Needless to say, dear old Sir Digby Jones has had fits of the vapours at a modest call for pay restraint at the practically tax-exempt upper end of the scale, exemptions the bill for which is footed by the middle and working classes, with one of the great cities of the world now functioning as a tax haven for the super-rich as if it were a Channel Island or a smaller West Indy.
Anyway, Sir Digby cites, as such people always do, "the market". What "market"? Most of these people have only ever worked for one company in their lives. Almost none is a foreign national, and most of those who are are Irish. Many are related to the founders of their respective companies. This "market" simply does not exist.

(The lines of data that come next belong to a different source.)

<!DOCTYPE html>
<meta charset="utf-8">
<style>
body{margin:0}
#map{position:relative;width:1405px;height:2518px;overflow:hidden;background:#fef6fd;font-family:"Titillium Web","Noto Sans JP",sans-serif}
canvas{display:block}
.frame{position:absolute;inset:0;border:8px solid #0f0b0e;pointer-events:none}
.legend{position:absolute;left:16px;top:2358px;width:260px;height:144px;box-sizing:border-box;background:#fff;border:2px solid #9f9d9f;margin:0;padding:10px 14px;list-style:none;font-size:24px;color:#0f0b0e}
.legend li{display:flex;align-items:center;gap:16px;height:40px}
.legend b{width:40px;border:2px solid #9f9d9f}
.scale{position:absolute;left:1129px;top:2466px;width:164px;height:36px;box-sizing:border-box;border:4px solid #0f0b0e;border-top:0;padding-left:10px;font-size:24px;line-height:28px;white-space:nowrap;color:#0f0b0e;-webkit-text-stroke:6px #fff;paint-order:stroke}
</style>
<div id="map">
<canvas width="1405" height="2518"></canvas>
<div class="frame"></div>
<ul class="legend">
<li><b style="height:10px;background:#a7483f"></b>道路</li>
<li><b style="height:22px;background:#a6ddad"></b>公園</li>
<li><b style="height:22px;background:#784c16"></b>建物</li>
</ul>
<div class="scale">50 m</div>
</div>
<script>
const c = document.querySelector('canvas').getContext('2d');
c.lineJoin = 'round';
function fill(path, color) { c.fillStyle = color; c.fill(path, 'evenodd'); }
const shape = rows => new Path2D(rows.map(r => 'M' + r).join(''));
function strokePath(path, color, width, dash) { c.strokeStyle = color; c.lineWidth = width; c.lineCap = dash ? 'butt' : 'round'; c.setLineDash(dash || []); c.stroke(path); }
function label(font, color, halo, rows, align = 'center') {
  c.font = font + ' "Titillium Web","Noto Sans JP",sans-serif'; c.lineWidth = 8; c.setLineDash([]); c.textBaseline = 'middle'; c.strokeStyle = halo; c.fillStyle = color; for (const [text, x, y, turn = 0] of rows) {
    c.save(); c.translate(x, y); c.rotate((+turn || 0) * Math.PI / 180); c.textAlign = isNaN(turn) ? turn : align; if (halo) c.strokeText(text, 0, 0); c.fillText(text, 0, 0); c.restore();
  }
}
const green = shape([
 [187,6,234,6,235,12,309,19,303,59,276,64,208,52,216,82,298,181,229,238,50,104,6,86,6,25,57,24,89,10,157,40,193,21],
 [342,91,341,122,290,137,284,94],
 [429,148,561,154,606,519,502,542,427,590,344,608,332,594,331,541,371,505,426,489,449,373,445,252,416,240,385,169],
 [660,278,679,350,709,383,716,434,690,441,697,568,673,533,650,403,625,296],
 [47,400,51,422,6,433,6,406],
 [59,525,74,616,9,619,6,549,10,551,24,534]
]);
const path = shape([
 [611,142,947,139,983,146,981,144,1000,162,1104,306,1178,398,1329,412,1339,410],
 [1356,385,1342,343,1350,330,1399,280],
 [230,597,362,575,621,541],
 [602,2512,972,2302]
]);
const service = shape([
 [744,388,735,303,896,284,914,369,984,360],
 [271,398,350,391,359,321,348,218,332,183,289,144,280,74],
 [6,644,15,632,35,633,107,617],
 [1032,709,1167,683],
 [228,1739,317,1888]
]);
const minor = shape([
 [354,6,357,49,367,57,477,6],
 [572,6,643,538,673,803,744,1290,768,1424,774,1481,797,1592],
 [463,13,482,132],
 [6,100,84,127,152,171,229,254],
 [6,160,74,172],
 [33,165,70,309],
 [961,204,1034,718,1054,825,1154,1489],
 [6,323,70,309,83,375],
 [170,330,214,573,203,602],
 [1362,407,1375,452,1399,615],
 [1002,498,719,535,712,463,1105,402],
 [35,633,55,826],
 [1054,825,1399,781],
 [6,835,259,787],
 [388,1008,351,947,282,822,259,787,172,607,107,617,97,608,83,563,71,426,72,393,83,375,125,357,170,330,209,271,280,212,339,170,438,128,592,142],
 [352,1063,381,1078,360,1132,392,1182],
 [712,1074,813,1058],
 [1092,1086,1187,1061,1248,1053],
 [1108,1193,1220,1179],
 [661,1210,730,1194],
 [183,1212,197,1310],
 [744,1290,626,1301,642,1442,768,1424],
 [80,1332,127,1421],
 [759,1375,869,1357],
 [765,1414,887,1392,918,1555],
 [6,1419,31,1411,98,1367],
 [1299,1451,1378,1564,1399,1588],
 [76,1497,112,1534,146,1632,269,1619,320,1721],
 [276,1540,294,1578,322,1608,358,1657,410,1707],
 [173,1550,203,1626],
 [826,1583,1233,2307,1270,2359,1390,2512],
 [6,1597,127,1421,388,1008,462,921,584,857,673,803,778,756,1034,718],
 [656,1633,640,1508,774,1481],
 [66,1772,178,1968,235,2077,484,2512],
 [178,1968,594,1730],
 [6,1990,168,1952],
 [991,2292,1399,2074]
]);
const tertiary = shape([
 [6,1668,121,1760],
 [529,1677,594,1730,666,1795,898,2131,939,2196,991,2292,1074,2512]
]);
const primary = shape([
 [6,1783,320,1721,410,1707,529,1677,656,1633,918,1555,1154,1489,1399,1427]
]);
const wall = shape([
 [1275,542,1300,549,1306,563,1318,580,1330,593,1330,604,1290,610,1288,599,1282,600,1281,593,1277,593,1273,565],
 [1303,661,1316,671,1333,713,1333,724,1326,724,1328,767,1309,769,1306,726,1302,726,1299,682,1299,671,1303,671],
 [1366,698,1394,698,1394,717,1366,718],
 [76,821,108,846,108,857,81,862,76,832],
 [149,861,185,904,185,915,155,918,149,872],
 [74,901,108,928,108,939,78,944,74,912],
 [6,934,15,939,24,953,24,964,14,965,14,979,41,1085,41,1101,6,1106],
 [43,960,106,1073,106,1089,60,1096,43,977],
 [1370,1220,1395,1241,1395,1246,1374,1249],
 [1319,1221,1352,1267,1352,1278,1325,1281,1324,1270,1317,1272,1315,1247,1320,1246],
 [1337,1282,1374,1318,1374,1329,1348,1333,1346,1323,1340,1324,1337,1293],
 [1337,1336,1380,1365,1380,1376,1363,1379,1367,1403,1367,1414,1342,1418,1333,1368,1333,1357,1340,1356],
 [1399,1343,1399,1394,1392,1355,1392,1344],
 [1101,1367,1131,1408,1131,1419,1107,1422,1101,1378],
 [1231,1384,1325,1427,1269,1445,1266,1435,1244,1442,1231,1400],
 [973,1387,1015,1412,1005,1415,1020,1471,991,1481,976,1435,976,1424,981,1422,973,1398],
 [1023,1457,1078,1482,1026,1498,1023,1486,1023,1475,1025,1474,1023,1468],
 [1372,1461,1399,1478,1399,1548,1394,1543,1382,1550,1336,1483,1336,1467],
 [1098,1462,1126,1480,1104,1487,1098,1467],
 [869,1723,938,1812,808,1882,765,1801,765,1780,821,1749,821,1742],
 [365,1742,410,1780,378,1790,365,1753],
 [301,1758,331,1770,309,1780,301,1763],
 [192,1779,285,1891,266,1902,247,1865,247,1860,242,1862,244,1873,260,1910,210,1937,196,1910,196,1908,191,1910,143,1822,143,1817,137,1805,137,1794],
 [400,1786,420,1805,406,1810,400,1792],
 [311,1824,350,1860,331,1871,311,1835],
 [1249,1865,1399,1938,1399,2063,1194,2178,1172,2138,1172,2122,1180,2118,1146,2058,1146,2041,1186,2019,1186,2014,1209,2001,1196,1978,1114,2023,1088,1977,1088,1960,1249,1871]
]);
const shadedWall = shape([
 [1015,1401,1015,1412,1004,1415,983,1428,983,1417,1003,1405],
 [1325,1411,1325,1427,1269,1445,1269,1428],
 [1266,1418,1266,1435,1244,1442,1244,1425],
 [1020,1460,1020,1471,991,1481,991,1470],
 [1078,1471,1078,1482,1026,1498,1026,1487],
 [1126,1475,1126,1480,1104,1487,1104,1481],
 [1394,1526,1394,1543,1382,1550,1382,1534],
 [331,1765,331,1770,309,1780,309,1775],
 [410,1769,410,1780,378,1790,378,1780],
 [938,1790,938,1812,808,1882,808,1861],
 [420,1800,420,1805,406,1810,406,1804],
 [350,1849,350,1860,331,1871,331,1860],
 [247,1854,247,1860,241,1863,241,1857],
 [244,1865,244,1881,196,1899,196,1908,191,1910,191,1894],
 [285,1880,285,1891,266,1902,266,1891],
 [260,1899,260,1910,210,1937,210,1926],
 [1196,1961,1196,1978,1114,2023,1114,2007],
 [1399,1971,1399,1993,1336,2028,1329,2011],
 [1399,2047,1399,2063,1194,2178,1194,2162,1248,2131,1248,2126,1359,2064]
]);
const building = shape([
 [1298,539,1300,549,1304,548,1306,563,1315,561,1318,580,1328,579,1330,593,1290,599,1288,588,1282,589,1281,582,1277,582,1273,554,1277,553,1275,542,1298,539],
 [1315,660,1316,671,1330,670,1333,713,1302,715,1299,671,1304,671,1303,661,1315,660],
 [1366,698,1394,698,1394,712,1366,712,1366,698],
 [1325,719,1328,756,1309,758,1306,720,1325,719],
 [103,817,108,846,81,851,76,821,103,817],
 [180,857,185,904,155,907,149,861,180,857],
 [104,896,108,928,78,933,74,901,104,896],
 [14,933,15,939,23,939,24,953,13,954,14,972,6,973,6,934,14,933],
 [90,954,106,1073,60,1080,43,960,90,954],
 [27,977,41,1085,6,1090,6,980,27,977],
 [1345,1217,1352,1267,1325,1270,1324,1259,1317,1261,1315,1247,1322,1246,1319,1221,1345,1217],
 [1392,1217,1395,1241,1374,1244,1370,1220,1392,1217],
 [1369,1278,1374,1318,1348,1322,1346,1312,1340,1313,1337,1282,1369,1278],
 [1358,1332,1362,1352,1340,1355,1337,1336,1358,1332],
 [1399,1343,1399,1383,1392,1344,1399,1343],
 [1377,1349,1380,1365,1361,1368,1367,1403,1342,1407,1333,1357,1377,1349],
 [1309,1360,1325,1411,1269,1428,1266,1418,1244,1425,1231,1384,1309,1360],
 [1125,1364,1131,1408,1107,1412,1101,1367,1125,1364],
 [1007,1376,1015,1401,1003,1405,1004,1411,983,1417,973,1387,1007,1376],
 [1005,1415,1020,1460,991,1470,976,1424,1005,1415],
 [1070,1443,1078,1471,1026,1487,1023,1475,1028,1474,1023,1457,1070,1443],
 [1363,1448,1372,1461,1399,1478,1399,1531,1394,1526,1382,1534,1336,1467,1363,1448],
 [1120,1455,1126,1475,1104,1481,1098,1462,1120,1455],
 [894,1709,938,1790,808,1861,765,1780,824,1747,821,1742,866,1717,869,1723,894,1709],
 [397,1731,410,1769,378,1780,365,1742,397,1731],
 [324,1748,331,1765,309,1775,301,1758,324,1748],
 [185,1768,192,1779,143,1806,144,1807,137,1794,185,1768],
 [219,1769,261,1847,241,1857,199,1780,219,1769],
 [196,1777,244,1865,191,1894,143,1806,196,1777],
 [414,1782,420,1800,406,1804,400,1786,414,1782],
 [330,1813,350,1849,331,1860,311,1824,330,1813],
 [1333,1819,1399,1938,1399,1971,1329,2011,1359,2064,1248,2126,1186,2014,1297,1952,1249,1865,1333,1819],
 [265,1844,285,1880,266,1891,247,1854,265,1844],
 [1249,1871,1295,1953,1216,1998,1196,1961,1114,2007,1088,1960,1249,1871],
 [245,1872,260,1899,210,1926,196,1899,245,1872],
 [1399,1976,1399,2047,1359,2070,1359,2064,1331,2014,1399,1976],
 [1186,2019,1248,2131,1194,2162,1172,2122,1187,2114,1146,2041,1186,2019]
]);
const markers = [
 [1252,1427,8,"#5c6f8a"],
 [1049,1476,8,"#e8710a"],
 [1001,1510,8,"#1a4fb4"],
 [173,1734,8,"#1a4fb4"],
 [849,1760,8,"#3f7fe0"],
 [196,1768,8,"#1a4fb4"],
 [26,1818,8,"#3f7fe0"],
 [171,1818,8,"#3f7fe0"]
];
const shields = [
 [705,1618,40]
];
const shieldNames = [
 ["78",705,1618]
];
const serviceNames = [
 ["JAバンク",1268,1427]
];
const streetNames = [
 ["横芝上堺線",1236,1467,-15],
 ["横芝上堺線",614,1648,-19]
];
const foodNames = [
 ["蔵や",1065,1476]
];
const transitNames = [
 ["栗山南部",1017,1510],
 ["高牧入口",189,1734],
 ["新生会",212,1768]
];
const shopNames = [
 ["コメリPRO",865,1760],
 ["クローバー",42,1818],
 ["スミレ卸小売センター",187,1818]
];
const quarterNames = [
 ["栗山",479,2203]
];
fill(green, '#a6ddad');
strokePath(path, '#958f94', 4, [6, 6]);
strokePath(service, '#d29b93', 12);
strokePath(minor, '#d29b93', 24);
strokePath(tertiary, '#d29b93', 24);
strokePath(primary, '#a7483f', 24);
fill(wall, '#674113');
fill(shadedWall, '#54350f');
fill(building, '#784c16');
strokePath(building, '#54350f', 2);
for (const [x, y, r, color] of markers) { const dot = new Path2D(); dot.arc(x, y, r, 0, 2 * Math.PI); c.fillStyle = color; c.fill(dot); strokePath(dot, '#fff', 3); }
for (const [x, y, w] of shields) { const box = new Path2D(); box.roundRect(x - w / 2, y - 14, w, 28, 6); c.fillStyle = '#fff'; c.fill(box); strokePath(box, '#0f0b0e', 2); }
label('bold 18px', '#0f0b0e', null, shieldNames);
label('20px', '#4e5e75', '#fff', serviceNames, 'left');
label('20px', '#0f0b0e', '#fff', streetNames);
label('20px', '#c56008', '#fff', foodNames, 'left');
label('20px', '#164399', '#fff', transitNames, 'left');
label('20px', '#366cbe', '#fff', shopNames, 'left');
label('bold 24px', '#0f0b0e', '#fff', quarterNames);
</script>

As for the scaremongering talk of withdrawal of investment and of "brain drains", the real British market, sixty million strong, is sufficiently large that people are always going to want to sell to it, and if they are told that they just have to make the goods here and employ our people from top to bottom within our pay restraint regime, then they will do it rather than forego a market this size.
And a "brain drain"? See above as to the sort of people we're actually talking about. Anyway, even assuming that anywhere else would take them, where would they go? Only America springs to mind, a country which most of them visit frequently and where many of them even have permanent residences. They have explicitly decided against actually living there, rather than just having houses there, on a permanent basis, simply because most people do not wish to live permanently in a foreign country.